[Collected data]
----

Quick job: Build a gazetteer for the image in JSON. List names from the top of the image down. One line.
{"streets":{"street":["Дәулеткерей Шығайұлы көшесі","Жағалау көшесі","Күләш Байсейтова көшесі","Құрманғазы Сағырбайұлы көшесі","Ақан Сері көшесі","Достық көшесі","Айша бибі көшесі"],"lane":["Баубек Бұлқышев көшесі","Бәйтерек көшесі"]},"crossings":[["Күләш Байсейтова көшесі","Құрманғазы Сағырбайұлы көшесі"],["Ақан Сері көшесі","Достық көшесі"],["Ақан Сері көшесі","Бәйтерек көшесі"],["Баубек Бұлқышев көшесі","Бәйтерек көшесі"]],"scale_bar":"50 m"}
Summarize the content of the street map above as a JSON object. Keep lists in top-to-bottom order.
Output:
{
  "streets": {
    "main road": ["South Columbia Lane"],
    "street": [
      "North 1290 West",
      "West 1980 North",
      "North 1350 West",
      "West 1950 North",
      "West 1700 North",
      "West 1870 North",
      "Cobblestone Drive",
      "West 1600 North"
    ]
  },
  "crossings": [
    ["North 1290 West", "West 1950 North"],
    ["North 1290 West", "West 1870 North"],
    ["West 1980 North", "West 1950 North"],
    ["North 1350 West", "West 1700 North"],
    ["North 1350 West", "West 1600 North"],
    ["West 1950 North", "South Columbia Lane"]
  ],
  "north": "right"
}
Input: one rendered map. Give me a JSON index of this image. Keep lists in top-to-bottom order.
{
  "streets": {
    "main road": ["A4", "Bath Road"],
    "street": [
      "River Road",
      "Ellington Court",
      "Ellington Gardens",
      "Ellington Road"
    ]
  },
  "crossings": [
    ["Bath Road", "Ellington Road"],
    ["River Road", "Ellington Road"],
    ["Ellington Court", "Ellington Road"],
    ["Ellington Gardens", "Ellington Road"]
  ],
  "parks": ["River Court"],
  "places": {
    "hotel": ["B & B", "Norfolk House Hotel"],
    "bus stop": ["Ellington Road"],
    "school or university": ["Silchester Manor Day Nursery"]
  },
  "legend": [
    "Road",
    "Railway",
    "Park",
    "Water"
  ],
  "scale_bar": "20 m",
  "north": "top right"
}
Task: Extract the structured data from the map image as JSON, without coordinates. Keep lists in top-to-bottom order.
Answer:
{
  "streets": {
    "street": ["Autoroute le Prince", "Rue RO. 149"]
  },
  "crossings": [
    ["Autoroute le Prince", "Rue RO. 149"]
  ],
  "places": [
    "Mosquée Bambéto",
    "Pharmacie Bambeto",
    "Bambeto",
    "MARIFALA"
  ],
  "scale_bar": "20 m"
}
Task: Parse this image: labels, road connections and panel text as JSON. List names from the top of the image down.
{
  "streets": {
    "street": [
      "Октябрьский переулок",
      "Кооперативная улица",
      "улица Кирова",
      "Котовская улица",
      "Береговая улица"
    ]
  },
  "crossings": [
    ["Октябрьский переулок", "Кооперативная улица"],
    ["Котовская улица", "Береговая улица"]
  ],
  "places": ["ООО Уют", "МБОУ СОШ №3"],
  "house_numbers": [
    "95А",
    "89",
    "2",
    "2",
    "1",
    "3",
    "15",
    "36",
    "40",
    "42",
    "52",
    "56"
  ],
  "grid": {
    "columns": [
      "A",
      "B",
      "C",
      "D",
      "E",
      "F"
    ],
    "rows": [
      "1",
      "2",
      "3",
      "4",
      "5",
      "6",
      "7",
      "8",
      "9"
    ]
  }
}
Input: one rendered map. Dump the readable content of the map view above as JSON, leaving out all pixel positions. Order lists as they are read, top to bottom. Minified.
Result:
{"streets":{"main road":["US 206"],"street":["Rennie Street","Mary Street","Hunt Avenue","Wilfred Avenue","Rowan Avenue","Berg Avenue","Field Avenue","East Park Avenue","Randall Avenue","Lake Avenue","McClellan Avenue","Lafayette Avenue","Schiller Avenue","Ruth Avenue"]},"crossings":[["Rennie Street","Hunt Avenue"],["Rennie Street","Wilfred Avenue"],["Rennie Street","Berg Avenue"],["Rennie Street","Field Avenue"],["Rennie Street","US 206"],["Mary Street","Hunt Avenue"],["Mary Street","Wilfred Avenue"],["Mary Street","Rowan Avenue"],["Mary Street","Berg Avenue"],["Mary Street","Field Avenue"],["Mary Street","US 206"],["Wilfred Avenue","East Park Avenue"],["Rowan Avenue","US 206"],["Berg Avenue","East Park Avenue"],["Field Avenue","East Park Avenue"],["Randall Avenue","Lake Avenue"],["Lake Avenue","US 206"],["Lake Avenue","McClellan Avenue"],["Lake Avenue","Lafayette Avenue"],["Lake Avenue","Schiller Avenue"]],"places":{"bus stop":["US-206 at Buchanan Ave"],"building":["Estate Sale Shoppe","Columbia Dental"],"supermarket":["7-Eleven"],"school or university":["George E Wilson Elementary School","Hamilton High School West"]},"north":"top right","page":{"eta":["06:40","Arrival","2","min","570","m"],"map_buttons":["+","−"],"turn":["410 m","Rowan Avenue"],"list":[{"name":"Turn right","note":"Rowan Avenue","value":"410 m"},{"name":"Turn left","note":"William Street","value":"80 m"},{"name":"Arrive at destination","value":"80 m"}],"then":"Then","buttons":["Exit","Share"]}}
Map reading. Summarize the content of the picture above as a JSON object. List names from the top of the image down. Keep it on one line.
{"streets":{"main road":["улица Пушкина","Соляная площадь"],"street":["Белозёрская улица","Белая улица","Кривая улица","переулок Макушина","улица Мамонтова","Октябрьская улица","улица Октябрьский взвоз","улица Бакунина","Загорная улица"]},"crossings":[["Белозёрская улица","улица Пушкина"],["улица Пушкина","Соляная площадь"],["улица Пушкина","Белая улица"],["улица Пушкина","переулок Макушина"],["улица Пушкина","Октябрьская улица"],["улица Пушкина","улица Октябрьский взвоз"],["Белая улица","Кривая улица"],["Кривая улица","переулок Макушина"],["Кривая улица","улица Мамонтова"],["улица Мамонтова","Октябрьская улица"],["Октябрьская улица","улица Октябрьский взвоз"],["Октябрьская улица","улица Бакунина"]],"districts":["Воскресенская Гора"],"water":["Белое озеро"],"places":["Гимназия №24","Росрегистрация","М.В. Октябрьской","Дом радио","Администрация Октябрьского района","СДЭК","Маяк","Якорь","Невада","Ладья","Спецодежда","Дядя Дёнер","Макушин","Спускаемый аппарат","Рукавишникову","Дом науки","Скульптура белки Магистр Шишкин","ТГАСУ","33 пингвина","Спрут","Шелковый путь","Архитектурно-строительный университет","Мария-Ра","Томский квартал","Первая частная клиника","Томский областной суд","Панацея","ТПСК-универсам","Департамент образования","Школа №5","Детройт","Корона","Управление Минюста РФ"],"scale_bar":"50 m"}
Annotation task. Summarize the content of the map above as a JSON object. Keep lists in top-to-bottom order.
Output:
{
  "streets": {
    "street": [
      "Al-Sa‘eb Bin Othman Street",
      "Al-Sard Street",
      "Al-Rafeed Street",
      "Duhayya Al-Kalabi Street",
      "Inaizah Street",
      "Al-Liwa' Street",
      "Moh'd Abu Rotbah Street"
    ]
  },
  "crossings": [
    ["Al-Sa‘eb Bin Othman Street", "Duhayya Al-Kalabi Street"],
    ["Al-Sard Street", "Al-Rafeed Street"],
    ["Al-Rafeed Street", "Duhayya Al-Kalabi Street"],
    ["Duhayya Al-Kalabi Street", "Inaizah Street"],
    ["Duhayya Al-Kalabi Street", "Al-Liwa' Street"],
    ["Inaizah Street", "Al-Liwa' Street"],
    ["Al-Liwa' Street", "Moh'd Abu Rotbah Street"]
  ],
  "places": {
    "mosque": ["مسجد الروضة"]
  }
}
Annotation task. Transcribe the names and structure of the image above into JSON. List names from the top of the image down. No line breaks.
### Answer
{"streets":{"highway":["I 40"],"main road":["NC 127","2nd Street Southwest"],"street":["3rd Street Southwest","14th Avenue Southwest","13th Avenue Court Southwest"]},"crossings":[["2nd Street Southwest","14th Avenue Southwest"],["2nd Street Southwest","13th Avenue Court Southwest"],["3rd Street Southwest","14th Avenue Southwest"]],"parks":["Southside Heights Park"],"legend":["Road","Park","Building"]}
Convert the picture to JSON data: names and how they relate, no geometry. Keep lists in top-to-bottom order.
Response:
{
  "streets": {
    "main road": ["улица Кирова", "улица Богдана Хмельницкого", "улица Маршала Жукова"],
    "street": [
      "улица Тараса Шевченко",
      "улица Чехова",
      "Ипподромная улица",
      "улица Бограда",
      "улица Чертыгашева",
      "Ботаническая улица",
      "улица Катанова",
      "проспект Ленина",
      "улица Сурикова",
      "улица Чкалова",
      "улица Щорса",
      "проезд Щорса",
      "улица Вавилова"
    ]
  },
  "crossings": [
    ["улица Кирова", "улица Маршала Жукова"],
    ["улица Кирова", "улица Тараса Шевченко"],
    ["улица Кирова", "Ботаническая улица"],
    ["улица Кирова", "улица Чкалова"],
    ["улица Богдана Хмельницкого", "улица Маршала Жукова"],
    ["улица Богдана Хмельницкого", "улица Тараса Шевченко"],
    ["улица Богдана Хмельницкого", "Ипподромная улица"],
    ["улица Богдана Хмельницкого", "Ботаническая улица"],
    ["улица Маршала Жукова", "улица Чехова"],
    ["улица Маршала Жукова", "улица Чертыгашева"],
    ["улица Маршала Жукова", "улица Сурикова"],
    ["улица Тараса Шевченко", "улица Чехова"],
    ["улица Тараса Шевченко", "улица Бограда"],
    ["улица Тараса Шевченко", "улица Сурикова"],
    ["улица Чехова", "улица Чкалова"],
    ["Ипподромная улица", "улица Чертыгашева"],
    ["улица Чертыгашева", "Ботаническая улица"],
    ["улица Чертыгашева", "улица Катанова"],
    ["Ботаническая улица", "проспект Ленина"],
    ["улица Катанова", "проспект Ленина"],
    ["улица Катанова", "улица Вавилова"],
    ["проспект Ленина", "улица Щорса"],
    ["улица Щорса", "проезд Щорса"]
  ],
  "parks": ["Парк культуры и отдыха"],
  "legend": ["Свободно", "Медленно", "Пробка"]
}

----

ASSIGNMENT — Write out exactly the lines between the start of the entries and the line containing "Summarize the content of the street", including that line and the first one.

RESULT OF THIS EXERCISE —
Quick job: Build a gazetteer for the image in JSON. List names from the top of the image down. One line.
{"streets":{"street":["Дәулеткерей Шығайұлы көшесі","Жағалау көшесі","Күләш Байсейтова көшесі","Құрманғазы Сағырбайұлы көшесі","Ақан Сері көшесі","Достық көшесі","Айша бибі көшесі"],"lane":["Баубек Бұлқышев көшесі","Бәйтерек көшесі"]},"crossings":[["Күләш Байсейтова көшесі","Құрманғазы Сағырбайұлы көшесі"],["Ақан Сері көшесі","Достық көшесі"],["Ақан Сері көшесі","Бәйтерек көшесі"],["Баубек Бұлқышев көшесі","Бәйтерек көшесі"]],"scale_bar":"50 m"}
Summarize the content of the street map above as a JSON object. Keep lists in top-to-bottom order.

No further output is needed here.